Woods was 23 when he won the first of his 18 World Golf Championships.

Morikawa, who finished at 18-under 270, won for the fourth time in his last 34 starts on the PGA Tour. He finished three ahead of Brooks Koepka (70), Viktor Hovland (67) and Billy Horschel (70), who played with Morikawa in the final group and witnessed the supreme iron play that made him so hard to catch.

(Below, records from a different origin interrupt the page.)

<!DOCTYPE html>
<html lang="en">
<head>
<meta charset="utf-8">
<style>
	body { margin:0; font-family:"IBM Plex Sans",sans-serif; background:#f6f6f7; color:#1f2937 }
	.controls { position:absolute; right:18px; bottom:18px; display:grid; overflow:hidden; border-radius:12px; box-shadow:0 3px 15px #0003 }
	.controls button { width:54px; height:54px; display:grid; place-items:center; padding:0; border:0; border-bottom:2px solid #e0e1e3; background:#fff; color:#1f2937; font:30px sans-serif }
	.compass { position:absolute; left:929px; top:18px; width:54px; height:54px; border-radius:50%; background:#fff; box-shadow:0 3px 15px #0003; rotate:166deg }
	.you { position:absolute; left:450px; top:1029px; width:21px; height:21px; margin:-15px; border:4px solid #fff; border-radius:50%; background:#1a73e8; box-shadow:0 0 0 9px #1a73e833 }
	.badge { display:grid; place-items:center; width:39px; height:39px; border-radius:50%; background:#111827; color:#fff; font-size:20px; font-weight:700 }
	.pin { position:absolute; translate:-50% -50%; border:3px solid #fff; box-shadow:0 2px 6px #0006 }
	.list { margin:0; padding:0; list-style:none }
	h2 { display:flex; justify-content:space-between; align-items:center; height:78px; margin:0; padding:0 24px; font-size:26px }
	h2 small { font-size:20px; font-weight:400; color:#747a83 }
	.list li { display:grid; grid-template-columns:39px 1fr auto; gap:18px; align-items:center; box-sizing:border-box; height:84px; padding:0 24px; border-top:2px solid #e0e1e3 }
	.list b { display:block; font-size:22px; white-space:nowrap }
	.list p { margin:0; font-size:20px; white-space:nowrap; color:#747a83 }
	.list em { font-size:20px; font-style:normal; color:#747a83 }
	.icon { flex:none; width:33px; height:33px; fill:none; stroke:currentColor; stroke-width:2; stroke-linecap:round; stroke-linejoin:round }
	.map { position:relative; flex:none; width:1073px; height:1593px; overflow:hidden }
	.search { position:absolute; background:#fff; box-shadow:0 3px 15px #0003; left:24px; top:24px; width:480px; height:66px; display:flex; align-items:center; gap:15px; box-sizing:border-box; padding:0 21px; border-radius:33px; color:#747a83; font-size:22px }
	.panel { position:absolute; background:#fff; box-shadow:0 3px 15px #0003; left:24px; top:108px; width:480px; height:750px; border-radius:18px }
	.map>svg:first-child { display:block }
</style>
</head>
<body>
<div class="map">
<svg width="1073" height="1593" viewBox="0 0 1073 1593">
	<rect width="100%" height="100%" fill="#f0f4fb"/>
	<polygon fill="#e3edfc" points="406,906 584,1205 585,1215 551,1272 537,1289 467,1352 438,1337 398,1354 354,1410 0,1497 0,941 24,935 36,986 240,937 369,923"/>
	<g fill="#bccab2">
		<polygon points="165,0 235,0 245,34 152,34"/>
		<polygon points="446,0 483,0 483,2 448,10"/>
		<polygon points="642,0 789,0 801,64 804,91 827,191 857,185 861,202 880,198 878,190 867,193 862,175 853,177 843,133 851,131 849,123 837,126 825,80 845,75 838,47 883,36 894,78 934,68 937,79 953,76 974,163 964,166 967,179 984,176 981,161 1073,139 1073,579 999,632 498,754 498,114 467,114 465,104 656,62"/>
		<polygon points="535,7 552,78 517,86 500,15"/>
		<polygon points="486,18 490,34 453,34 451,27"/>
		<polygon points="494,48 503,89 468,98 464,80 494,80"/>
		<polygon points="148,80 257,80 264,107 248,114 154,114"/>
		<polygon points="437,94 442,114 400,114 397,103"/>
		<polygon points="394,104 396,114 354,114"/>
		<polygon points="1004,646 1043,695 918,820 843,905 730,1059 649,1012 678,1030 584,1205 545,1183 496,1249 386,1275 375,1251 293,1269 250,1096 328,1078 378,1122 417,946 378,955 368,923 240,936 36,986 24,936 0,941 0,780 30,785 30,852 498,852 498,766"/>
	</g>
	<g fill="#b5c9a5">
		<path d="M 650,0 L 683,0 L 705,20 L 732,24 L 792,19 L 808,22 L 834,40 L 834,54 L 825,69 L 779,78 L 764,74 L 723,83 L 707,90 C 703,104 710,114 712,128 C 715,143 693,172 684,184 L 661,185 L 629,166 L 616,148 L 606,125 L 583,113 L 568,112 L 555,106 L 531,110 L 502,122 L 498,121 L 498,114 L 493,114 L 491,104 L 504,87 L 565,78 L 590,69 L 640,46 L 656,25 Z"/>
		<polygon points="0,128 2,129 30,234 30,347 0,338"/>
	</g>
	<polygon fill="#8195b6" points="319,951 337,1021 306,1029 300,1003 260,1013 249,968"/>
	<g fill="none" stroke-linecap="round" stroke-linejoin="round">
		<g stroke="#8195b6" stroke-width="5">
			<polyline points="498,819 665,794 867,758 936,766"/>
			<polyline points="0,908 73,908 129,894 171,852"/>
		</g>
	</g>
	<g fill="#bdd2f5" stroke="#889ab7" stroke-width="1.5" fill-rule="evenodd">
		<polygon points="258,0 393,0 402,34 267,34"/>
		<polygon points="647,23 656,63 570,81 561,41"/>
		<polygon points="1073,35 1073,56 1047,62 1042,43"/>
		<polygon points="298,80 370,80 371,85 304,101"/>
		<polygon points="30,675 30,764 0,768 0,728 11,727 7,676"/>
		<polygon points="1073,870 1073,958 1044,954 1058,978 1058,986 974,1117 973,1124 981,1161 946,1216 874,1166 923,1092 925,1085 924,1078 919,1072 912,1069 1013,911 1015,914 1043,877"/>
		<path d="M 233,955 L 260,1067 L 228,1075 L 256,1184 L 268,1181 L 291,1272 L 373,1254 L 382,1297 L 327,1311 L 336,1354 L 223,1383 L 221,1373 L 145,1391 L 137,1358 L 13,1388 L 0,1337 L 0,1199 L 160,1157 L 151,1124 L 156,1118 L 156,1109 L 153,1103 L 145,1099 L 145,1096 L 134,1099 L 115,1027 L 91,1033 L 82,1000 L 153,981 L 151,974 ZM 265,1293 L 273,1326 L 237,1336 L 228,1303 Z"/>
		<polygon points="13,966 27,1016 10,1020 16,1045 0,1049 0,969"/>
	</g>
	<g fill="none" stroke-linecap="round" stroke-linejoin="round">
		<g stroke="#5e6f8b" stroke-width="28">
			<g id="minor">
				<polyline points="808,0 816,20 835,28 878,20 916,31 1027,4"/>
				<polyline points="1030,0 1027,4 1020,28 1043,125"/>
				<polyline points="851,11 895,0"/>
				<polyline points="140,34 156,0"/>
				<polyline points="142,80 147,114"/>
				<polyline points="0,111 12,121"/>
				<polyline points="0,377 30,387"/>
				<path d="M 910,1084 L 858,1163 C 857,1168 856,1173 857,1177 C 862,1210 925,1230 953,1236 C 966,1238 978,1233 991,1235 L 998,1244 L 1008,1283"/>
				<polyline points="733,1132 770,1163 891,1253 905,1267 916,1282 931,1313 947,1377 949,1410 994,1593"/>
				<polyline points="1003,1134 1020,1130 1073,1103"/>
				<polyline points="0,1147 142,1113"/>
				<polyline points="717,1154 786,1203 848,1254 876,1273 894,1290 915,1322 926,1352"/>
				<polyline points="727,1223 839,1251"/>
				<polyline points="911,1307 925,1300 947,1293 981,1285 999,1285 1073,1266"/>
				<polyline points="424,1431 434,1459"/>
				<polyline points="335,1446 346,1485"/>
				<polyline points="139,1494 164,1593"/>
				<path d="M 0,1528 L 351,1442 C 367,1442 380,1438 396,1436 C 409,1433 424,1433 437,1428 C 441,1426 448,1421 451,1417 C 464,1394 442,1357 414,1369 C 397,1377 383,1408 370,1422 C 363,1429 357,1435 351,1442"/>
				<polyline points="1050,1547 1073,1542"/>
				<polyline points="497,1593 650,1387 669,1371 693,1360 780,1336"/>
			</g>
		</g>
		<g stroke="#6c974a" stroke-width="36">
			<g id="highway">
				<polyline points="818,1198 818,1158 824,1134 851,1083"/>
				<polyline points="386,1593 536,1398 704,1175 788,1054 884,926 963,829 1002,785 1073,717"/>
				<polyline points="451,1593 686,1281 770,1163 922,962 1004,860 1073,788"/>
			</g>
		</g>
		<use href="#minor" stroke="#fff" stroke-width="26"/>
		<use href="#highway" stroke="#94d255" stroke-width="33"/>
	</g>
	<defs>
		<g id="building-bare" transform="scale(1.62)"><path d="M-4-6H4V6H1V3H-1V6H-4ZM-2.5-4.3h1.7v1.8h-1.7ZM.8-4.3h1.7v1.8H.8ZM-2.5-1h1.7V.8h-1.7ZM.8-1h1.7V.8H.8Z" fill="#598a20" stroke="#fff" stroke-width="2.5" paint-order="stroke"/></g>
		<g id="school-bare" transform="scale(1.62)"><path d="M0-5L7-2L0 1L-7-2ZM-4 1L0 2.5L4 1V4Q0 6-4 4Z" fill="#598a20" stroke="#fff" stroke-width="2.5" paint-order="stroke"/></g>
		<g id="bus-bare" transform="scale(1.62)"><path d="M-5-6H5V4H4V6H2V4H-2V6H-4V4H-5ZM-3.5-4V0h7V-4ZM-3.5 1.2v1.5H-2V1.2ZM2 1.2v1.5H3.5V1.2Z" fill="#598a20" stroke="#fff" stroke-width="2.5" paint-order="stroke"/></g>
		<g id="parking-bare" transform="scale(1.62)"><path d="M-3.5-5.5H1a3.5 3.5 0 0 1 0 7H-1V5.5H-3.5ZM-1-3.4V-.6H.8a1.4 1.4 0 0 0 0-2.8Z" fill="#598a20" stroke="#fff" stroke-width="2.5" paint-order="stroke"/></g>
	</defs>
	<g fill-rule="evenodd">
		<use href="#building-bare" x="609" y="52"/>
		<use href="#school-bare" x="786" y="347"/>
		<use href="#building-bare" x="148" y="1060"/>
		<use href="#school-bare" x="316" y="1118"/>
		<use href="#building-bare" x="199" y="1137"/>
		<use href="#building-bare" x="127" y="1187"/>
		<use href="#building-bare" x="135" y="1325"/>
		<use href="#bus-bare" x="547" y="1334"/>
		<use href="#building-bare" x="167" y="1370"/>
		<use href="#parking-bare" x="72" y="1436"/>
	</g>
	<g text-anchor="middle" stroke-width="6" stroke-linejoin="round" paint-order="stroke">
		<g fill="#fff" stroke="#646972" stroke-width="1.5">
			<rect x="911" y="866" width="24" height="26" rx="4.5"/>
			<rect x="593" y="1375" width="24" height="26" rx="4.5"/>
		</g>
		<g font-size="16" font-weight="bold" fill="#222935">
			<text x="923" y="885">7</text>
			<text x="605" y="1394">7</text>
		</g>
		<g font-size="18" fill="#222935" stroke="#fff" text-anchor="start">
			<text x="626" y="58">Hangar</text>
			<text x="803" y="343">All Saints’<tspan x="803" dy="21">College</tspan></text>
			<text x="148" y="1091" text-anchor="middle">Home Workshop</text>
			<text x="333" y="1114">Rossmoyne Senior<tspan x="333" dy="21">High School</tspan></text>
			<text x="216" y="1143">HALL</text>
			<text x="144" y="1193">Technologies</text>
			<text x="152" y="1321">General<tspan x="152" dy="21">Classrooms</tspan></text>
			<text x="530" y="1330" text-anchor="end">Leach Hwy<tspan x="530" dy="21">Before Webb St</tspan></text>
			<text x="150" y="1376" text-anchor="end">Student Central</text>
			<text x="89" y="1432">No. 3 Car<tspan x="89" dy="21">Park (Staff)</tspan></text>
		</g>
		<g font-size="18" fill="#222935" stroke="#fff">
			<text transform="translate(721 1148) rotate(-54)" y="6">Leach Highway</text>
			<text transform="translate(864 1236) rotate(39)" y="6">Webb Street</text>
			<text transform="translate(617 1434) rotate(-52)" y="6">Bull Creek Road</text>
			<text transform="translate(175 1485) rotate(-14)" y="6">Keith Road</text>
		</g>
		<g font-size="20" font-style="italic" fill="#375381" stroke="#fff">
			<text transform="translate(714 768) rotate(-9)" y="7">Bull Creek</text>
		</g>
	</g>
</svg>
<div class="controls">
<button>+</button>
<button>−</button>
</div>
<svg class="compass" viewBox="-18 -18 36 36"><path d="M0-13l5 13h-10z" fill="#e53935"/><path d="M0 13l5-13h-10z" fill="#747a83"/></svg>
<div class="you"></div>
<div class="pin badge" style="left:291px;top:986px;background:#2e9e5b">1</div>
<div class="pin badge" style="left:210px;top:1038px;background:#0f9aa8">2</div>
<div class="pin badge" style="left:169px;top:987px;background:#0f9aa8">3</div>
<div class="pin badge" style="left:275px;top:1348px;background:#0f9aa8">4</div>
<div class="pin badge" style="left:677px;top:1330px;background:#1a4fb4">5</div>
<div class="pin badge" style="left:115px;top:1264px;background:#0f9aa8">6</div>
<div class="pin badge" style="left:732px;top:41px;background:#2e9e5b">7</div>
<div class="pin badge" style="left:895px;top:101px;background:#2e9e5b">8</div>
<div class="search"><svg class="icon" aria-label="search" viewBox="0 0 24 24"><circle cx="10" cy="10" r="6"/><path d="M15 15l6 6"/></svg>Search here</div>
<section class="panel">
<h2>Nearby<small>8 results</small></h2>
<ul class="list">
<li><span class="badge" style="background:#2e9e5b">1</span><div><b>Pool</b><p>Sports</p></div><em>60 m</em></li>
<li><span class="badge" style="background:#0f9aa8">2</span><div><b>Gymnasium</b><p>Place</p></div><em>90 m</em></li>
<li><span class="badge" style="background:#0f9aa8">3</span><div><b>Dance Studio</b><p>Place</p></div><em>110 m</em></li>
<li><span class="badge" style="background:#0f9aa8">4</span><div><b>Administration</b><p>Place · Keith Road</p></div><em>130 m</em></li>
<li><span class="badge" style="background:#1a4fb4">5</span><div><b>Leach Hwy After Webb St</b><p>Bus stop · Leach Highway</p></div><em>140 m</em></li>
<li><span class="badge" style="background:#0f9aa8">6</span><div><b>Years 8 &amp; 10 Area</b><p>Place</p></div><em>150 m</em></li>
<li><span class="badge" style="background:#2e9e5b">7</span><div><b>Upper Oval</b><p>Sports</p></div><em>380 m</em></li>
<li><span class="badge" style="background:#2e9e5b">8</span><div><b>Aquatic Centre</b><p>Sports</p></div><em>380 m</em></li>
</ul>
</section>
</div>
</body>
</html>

As for that red shirt? Morikawa thinks it got stuck in Tennessee because of the weather. He even sent his caddie to the distribution center to see if it arrived.

Several other players wore the ensemble that Woods made famous, and Tony Finau took it an extra step by arriving at Concession with his cap turned backward.

Woods suffered serious injuries to his right leg and foot when his SUV crashed off a road and tumbled down a hill in the Los Angeles suburbs on Tuesday. After a prolonged surgery to put the shattered bones back together, he is recovering and was said to be in good spirits.

“Red and black, we know that’s what Tiger does on Sundays, so just to join in and just let Tiger know we’re supporting him in the best way we can,” Finau said. “We’re still playing and we miss him out here, but it was cool just to be a part of that.”